THE INPUT:

************

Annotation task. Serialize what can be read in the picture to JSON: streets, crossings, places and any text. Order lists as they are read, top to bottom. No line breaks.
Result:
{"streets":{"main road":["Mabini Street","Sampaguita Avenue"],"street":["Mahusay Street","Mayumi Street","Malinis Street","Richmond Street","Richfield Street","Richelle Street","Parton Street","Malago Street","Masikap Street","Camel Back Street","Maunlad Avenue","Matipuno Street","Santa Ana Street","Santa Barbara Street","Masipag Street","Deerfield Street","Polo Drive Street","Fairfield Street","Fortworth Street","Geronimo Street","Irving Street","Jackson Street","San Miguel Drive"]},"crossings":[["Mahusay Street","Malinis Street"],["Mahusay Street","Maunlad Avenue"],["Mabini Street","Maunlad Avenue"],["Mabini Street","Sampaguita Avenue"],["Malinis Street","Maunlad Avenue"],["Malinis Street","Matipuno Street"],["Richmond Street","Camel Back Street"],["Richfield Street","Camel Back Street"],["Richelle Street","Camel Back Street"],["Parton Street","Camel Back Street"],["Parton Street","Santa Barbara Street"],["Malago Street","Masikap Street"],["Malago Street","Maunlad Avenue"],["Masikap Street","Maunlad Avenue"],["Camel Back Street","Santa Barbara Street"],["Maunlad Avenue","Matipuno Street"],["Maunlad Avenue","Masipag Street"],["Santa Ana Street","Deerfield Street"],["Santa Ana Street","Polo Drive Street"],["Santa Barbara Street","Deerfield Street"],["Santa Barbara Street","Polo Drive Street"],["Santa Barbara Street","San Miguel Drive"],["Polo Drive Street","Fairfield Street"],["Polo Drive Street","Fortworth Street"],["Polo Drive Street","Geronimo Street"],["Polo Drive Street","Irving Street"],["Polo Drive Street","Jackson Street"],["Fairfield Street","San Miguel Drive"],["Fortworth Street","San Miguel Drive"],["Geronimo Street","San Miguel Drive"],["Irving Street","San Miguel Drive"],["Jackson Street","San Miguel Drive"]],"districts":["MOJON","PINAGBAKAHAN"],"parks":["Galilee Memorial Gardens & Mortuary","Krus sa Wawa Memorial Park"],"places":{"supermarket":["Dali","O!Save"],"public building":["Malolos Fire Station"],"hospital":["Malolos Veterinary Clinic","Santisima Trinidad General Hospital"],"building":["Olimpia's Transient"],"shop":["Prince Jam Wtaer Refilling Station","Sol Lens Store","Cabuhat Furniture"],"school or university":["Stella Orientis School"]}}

************

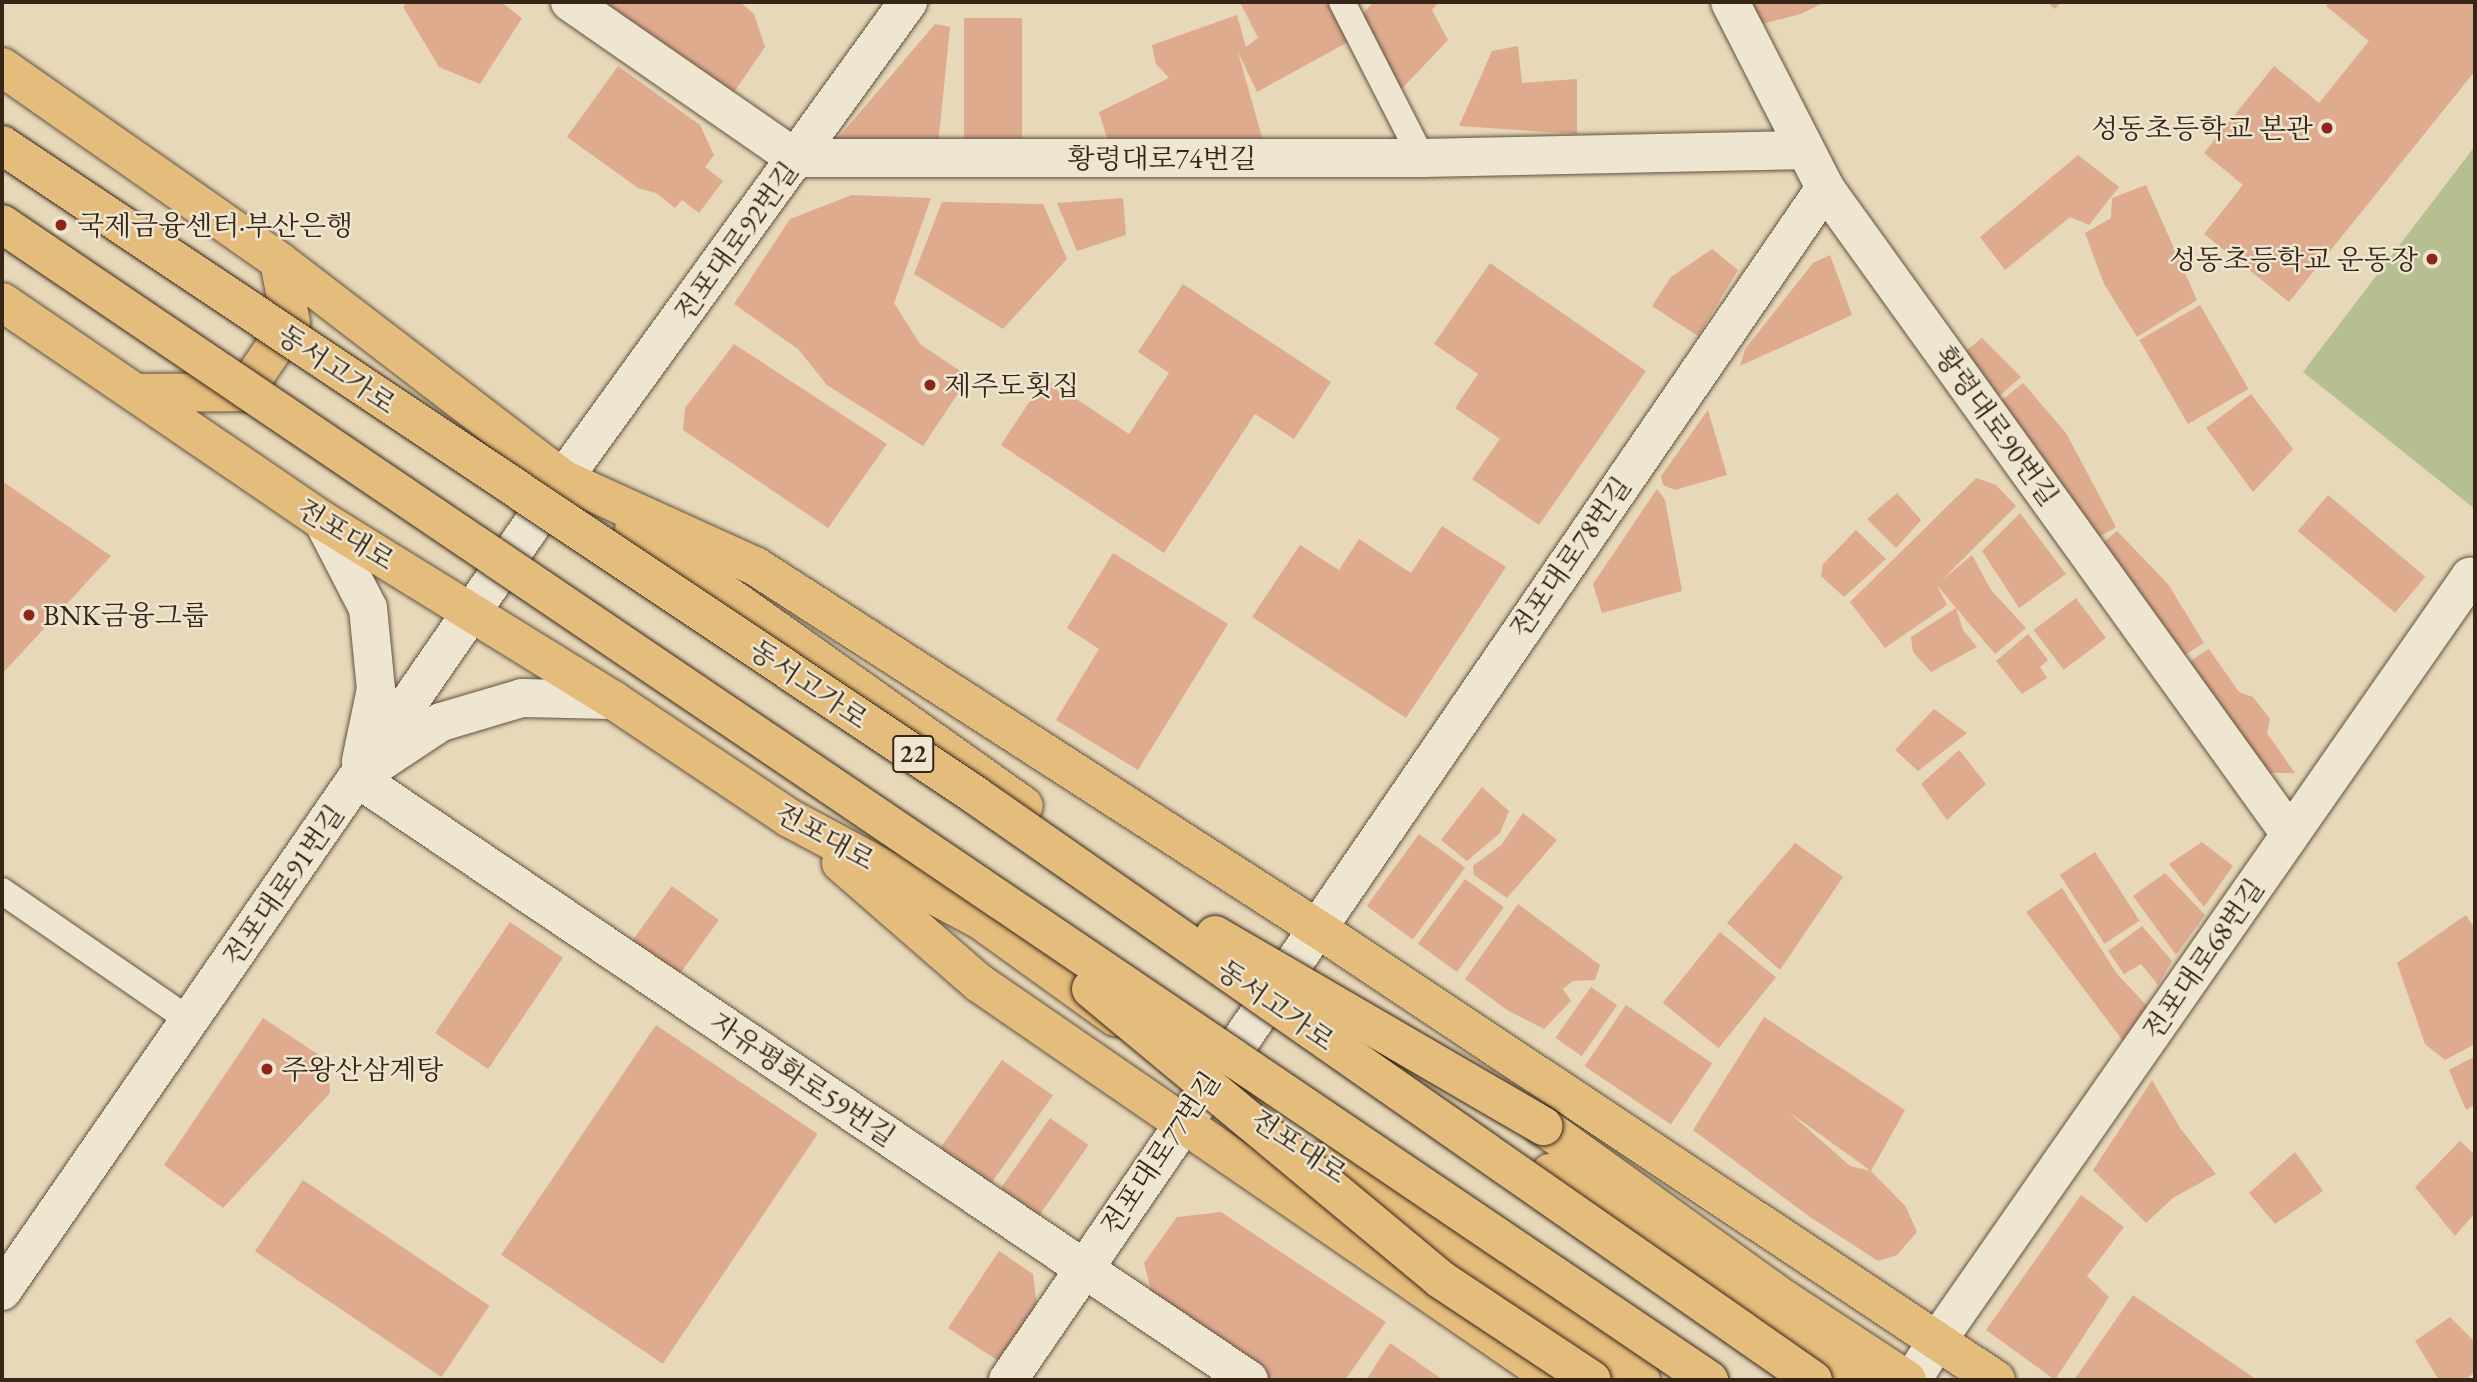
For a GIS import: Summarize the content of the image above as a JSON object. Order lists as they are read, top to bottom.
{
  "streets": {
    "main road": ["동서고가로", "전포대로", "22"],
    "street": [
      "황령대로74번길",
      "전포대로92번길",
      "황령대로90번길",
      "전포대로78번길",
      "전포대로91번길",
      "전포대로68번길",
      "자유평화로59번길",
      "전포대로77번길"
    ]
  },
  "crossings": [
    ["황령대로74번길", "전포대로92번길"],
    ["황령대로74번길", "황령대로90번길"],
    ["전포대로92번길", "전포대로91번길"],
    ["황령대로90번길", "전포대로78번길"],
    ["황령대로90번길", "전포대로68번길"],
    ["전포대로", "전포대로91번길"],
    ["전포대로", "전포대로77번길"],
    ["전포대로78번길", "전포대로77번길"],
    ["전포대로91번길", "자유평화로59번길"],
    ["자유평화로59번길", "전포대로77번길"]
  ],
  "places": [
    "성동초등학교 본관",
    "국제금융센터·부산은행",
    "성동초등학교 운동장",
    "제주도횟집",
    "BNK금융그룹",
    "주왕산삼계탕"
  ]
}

************

TASK STATEMENT: Out of the records, collect only those lines that contain the string "they".

ANSWER TO THE PROBLEM:
Annotation task. Serialize what can be read in the picture to JSON: streets, crossings, places and any text. Order lists as they are read, top to bottom. No line breaks.
For a GIS import: Summarize the content of the image above as a JSON object. Order lists as they are read, top to bottom.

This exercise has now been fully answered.